* **Action item**: All pictures are to be excluded when the data below is output verbatim.

----

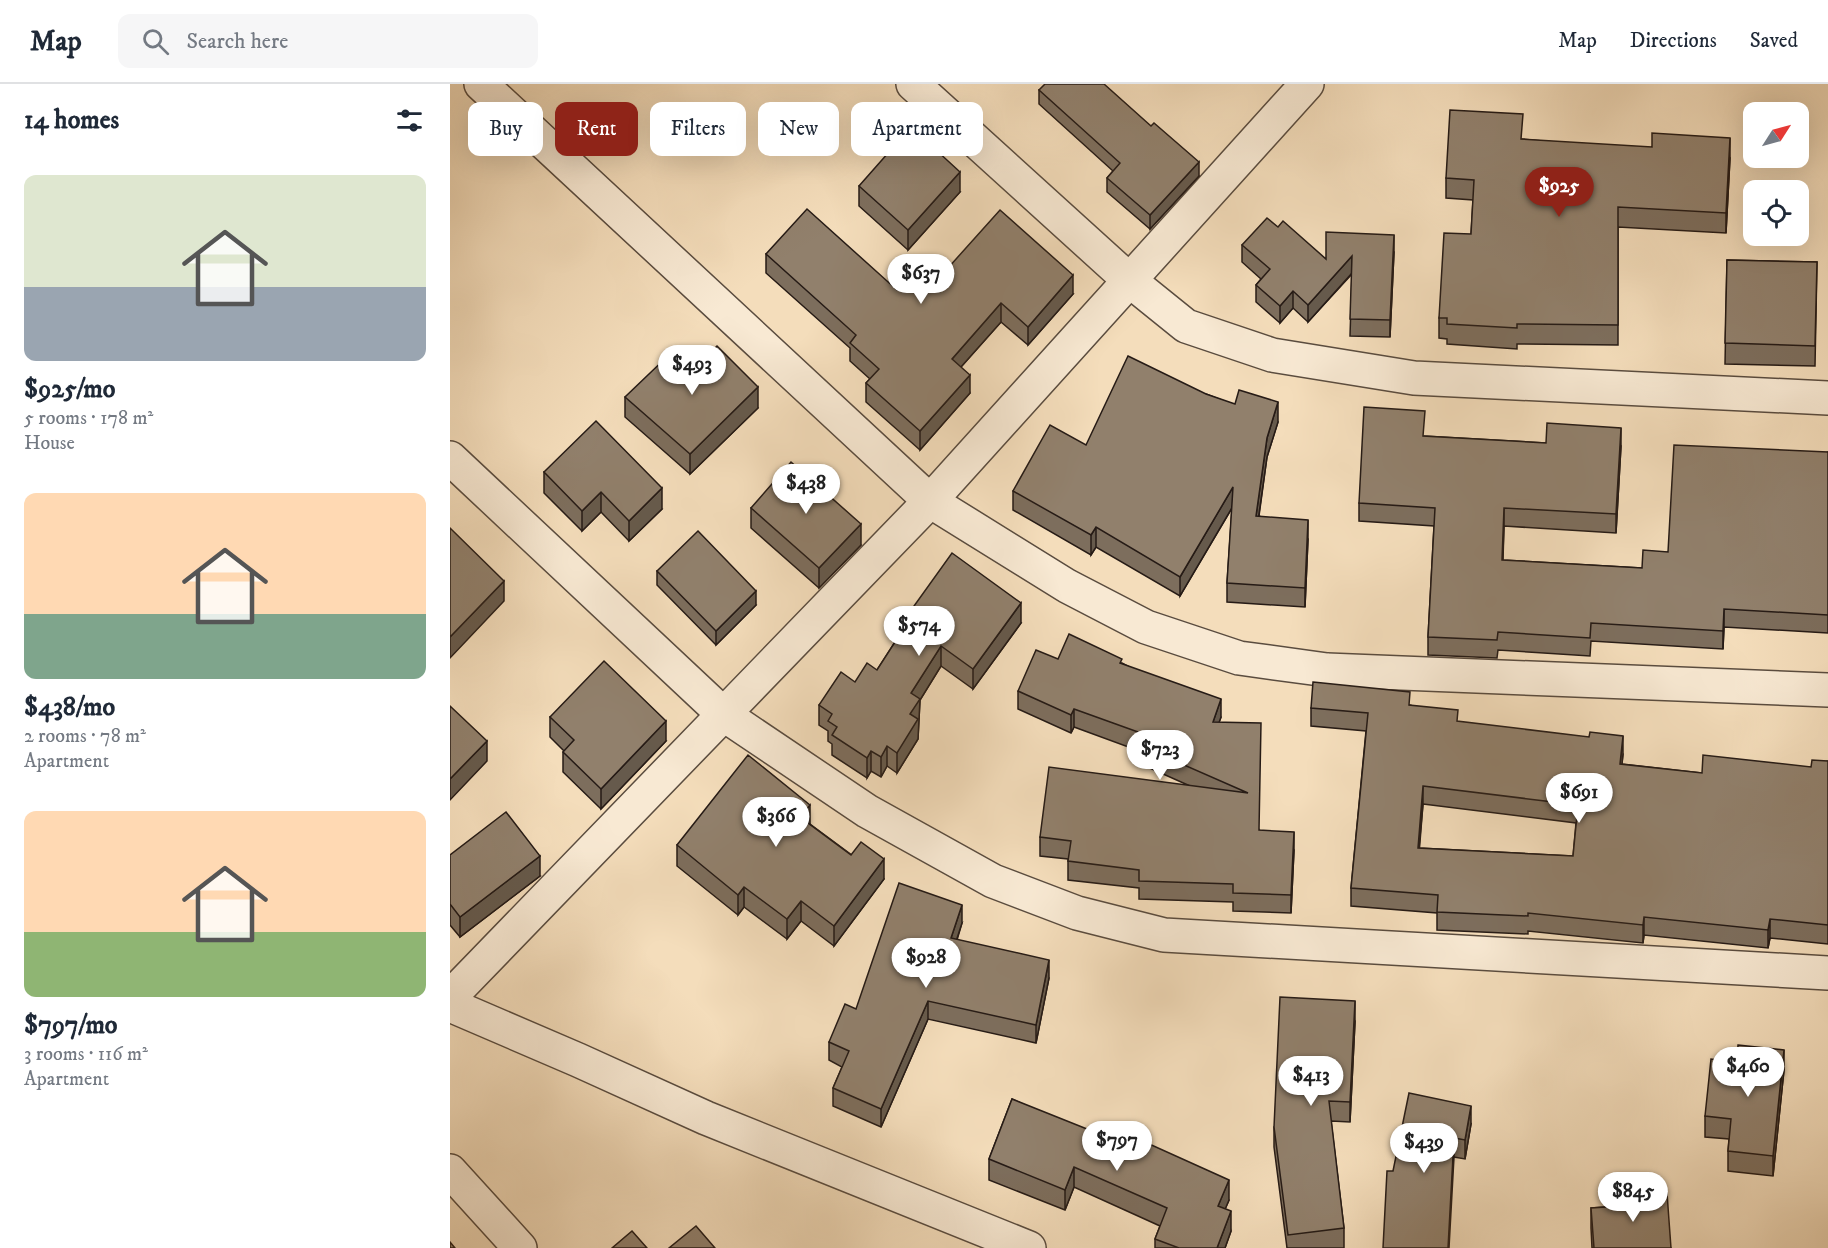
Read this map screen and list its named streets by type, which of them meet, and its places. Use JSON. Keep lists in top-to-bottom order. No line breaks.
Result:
{"north":"top right","page":{"header":"Map","search":"Search here","nav":["Map","Directions","Saved"],"heading":"14 homes","chip":["Buy","Rent","Filters","New","Apartment"],"list":[{"name":"$925/mo","note":"5 rooms · 178 m² · House"},{"name":"$438/mo","note":"2 rooms · 78 m² · Apartment"},{"name":"$797/mo","note":"3 rooms · 116 m² · Apartment"}],"price":["$925","$637","$493","$438","$574","$723","$691","$366","$928","$460","$413","$797","$439","$845"]}}
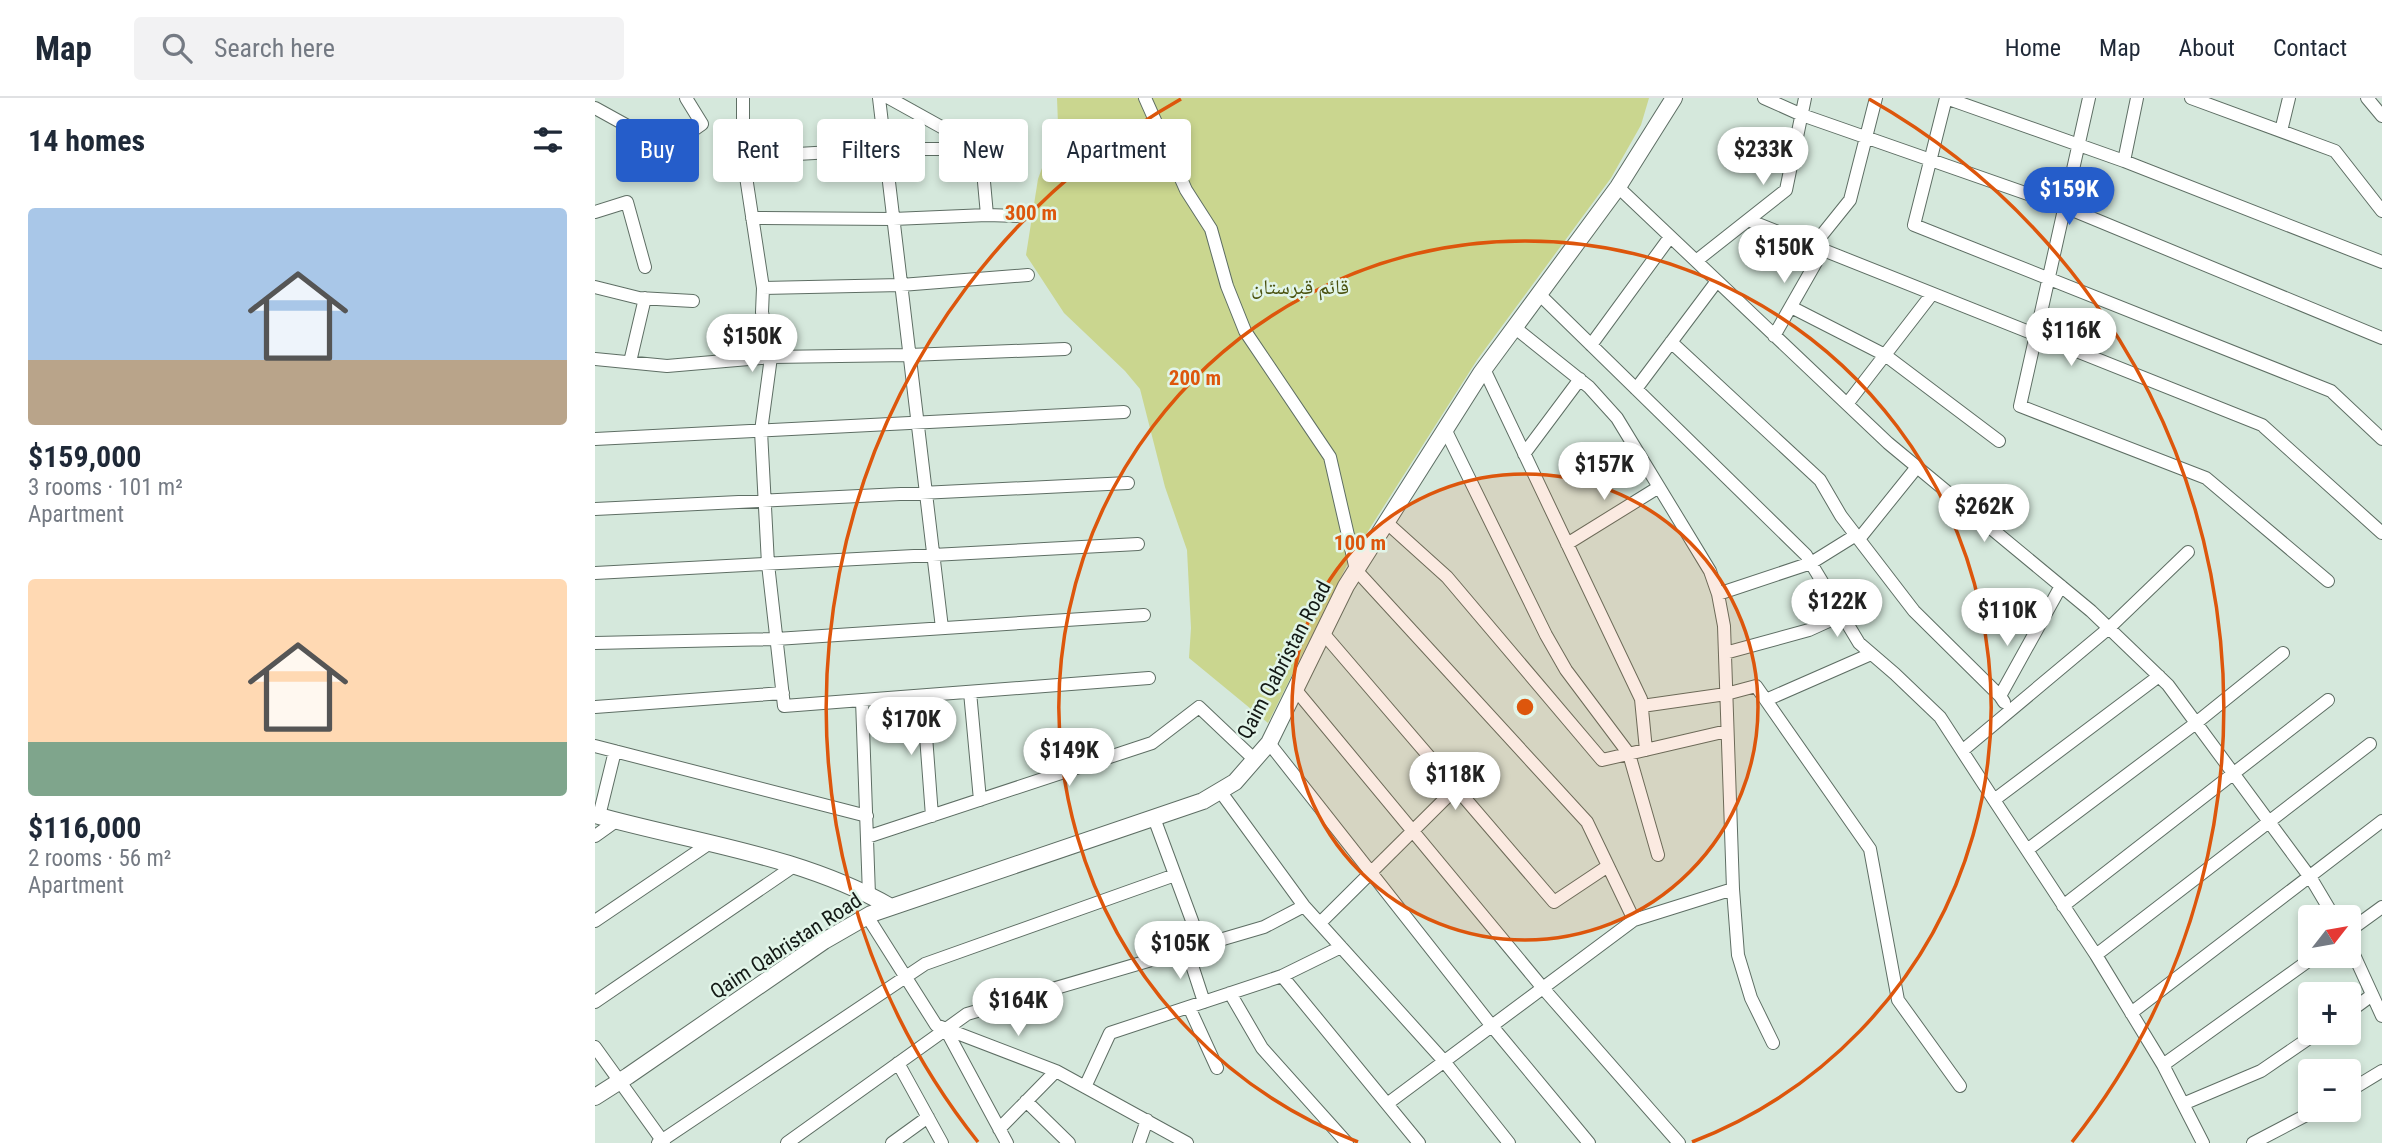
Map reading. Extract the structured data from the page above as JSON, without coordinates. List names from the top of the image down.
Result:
{
  "streets": {
    "street": ["Qaim Qabristan Road"]
  },
  "parks": ["قائم قبرستان"],
  "north": "top right",
  "page": {
    "header": "Map",
    "search": "Search here",
    "nav": [
      "Home",
      "Map",
      "About",
      "Contact"
    ],
    "heading": "14 homes",
    "chip": [
      "Buy",
      "Rent",
      "Filters",
      "New",
      "Apartment"
    ],
    "price": [
      "$233K",
      "$159K",
      "$150K",
      "$116K",
      "$150K",
      "$157K",
      "$262K",
      "$122K",
      "$110K",
      "$170K",
      "$149K",
      "$118K",
      "$105K",
      "$164K"
    ],
    "list": [
      {
        "name": "$159,000",
        "note": "3 rooms · 101 m² · Apartment"
      },
      {
        "name": "$116,000",
        "note": "2 rooms · 56 m² · Apartment"
      }
    ],
    "map_buttons": ["+", "−"]
  },
  "rings": ["300 m", "200 m", "100 m"]
}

----

* **Exercise result**:
Read this map screen and list its named streets by type, which of them meet, and its places. Use JSON. Keep lists in top-to-bottom order. No line breaks.
Result:
{"north":"top right","page":{"header":"Map","search":"Search here","nav":["Map","Directions","Saved"],"heading":"14 homes","chip":["Buy","Rent","Filters","New","Apartment"],"list":[{"name":"$925/mo","note":"5 rooms · 178 m² · House"},{"name":"$438/mo","note":"2 rooms · 78 m² · Apartment"},{"name":"$797/mo","note":"3 rooms · 116 m² · Apartment"}],"price":["$925","$637","$493","$438","$574","$723","$691","$366","$928","$460","$413","$797","$439","$845"]}}
Map reading. Extract the structured data from the page above as JSON, without coordinates. List names from the top of the image down.
Result:
{
  "streets": {
    "street": ["Qaim Qabristan Road"]
  },
  "parks": ["قائم قبرستان"],
  "north": "top right",
  "page": {
    "header": "Map",
    "search": "Search here",
    "nav": [
      "Home",
      "Map",
      "About",
      "Contact"
    ],
    "heading": "14 homes",
    "chip": [
      "Buy",
      "Rent",
      "Filters",
      "New",
      "Apartment"
    ],
    "price": [
      "$233K",
      "$159K",
      "$150K",
      "$116K",
      "$150K",
      "$157K",
      "$262K",
      "$122K",
      "$110K",
      "$170K",
      "$149K",
      "$118K",
      "$105K",
      "$164K"
    ],
    "list": [
      {
        "name": "$159,000",
        "note": "3 rooms · 101 m² · Apartment"
      },
      {
        "name": "$116,000",
        "note": "2 rooms · 56 m² · Apartment"
      }
    ],
    "map_buttons": ["+", "−"]
  },
  "rings": ["300 m", "200 m", "100 m"]
}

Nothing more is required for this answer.